◆ **Problem statement**:
When you reproduce the entries below, keep each one exact and drop any pictures.

● ● ● ●

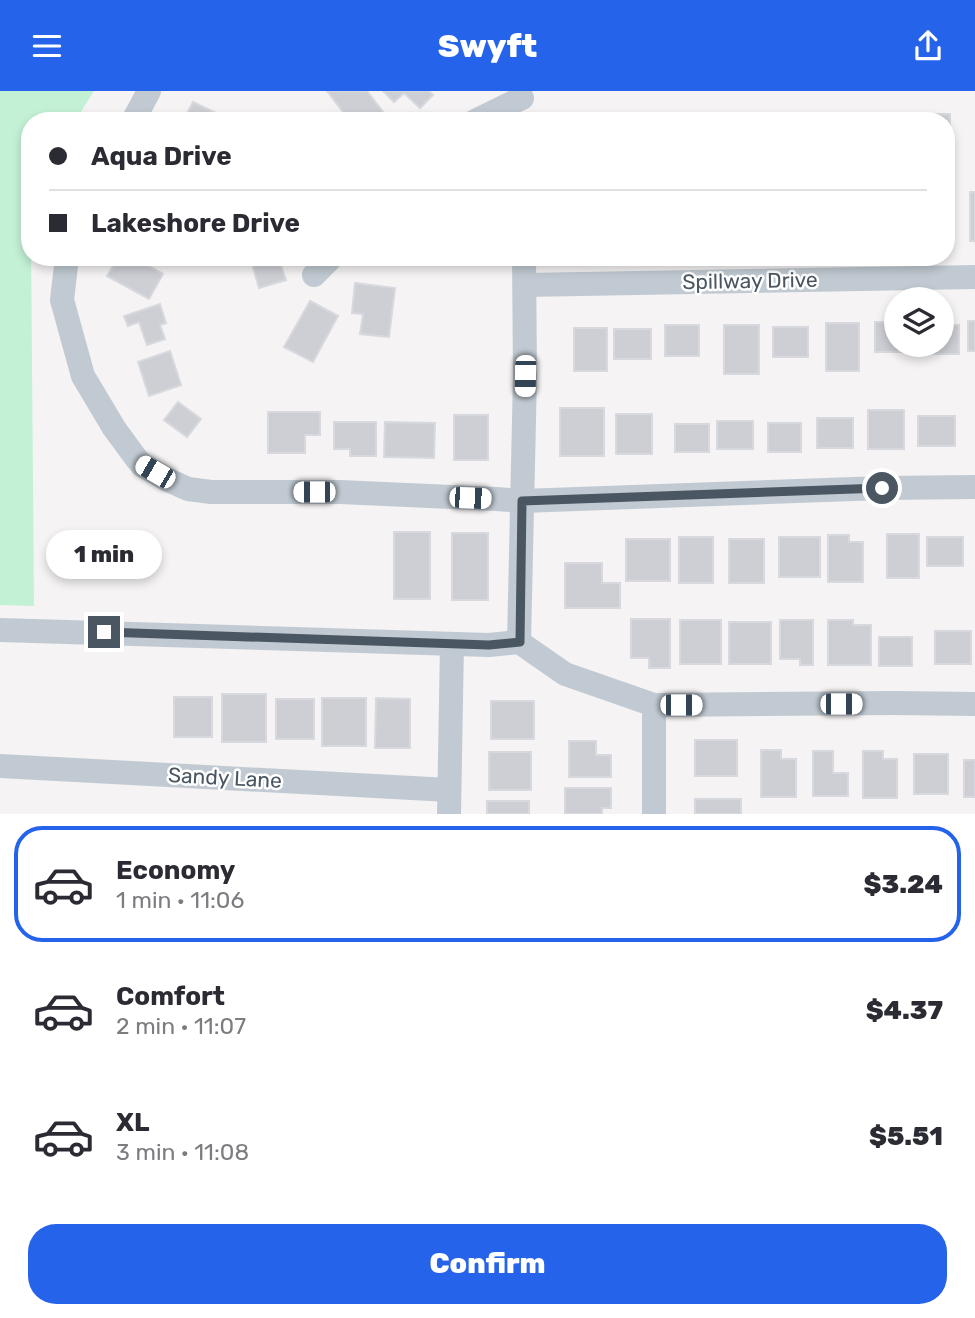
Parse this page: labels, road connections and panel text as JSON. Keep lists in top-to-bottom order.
{
  "streets": {
    "street": ["Spillway Drive", "Sandy Lane"]
  },
  "page": {
    "header": "Swyft",
    "banner": ["Aqua Drive", "Lakeshore Drive"],
    "bubble": "1 min",
    "list": [
      {
        "name": "Economy",
        "note": "1 min · 11:06",
        "value": "$3.24"
      },
      {
        "name": "Comfort",
        "note": "2 min · 11:07",
        "value": "$4.37"
      },
      {
        "name": "XL",
        "note": "3 min · 11:08",
        "value": "$5.51"
      }
    ],
    "buttons": "Confirm"
  }
}
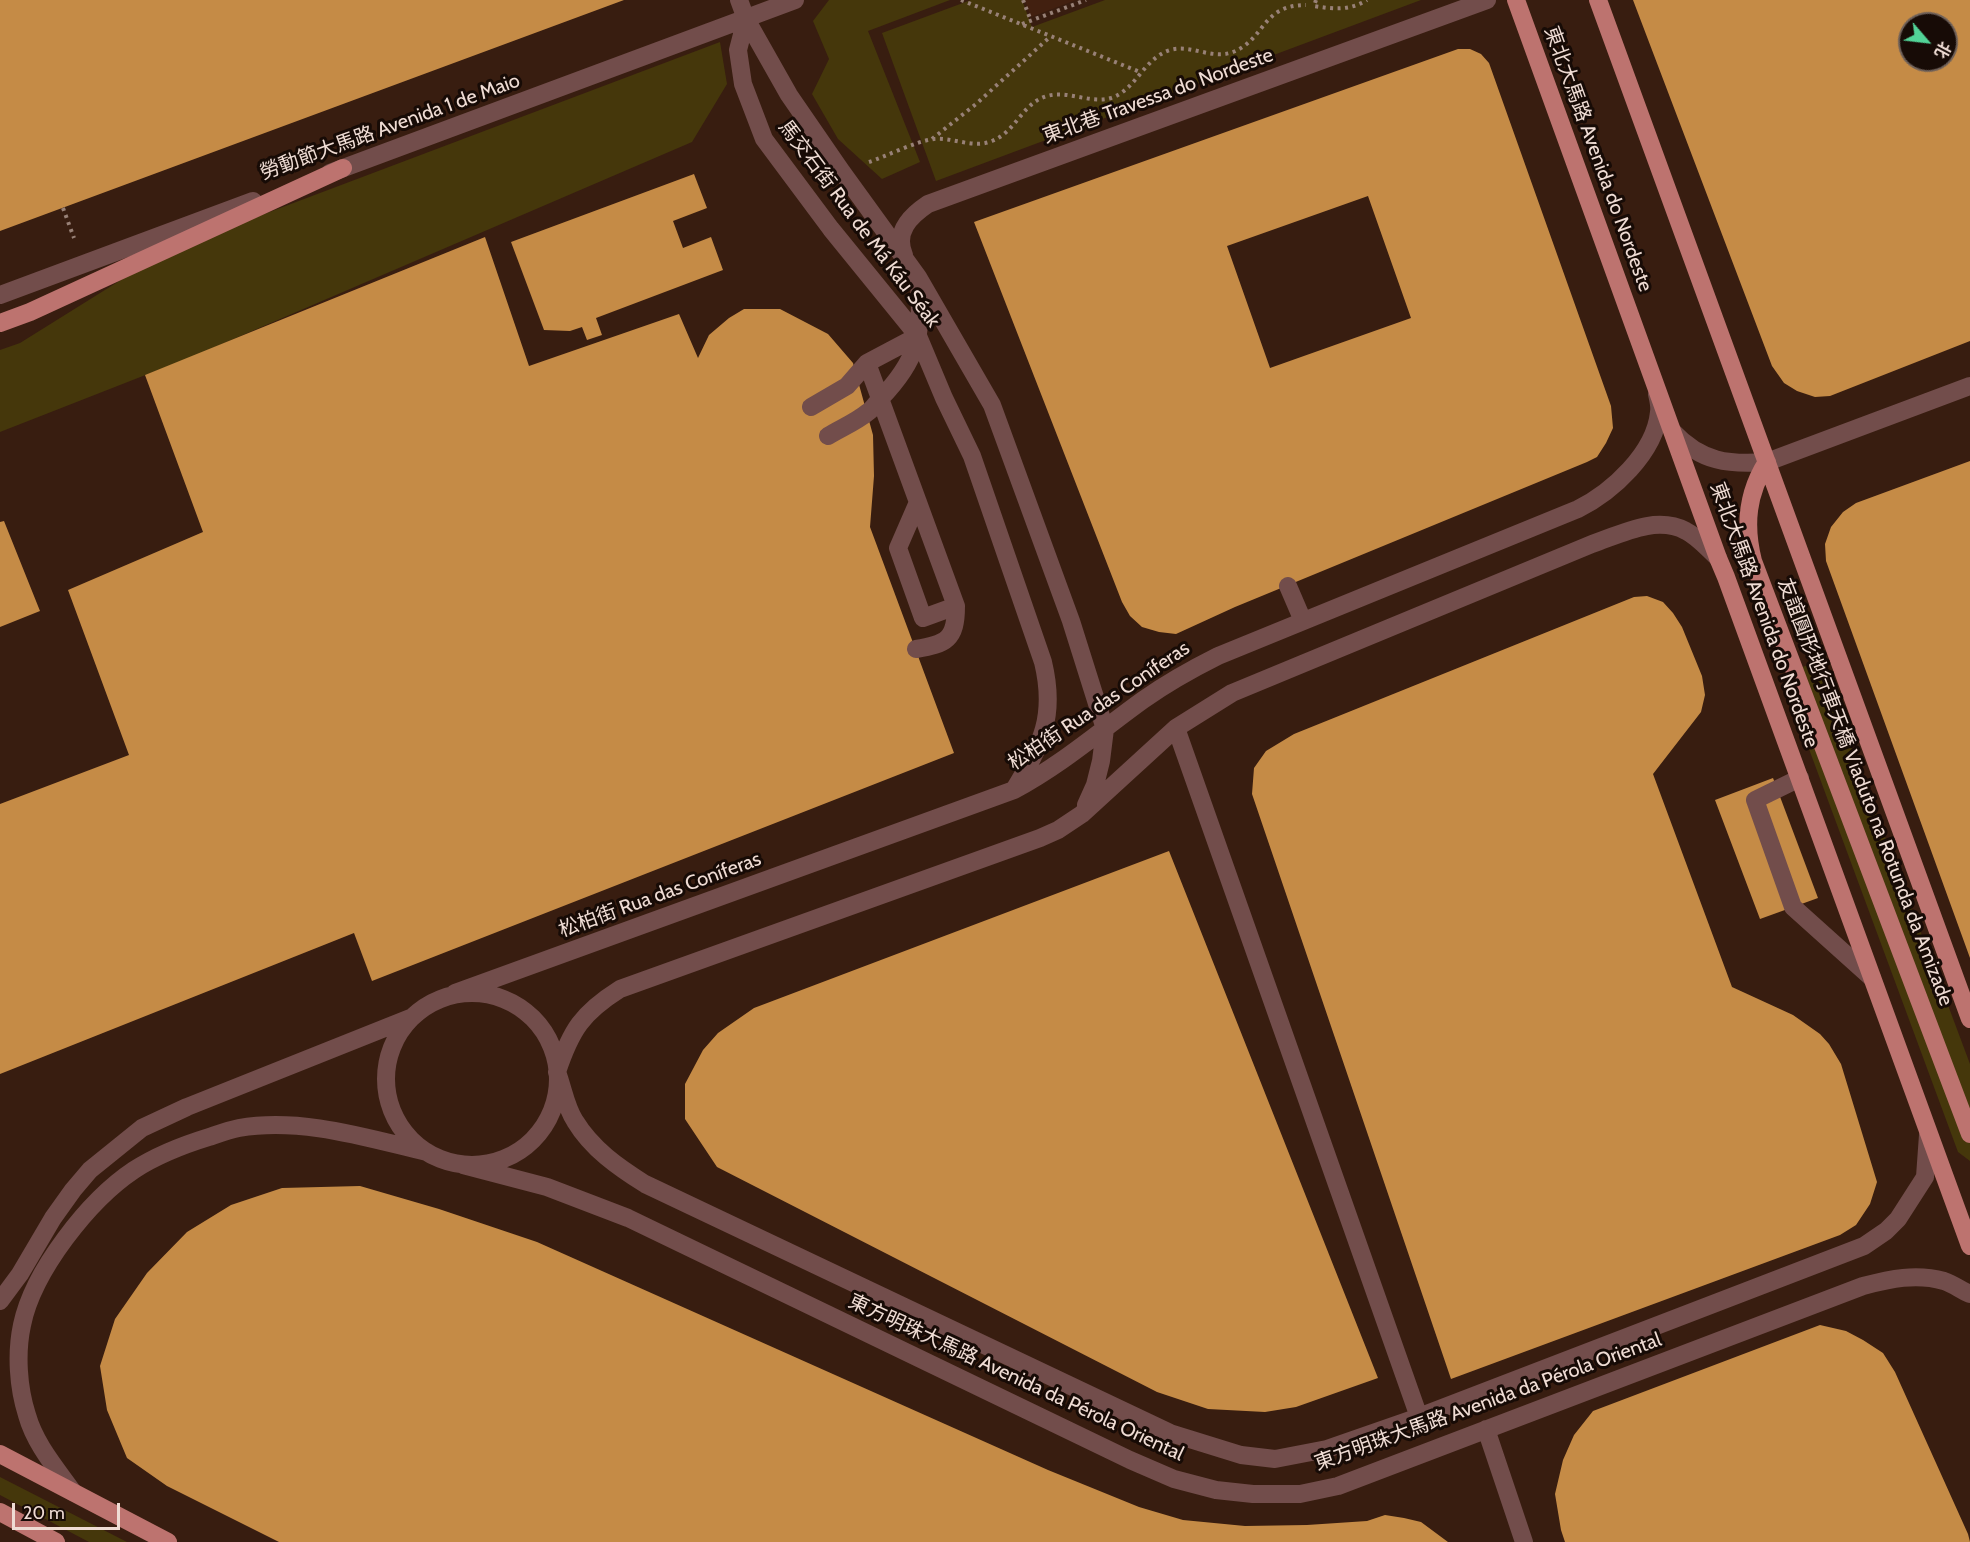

● ● ● ●

◆ **Solution for this task**:
Parse this page: labels, road connections and panel text as JSON. Keep lists in top-to-bottom order.
{
  "streets": {
    "street": ["Spillway Drive", "Sandy Lane"]
  },
  "page": {
    "header": "Swyft",
    "banner": ["Aqua Drive", "Lakeshore Drive"],
    "bubble": "1 min",
    "list": [
      {
        "name": "Economy",
        "note": "1 min · 11:06",
        "value": "$3.24"
      },
      {
        "name": "Comfort",
        "note": "2 min · 11:07",
        "value": "$4.37"
      },
      {
        "name": "XL",
        "note": "3 min · 11:08",
        "value": "$5.51"
      }
    ],
    "buttons": "Confirm"
  }
}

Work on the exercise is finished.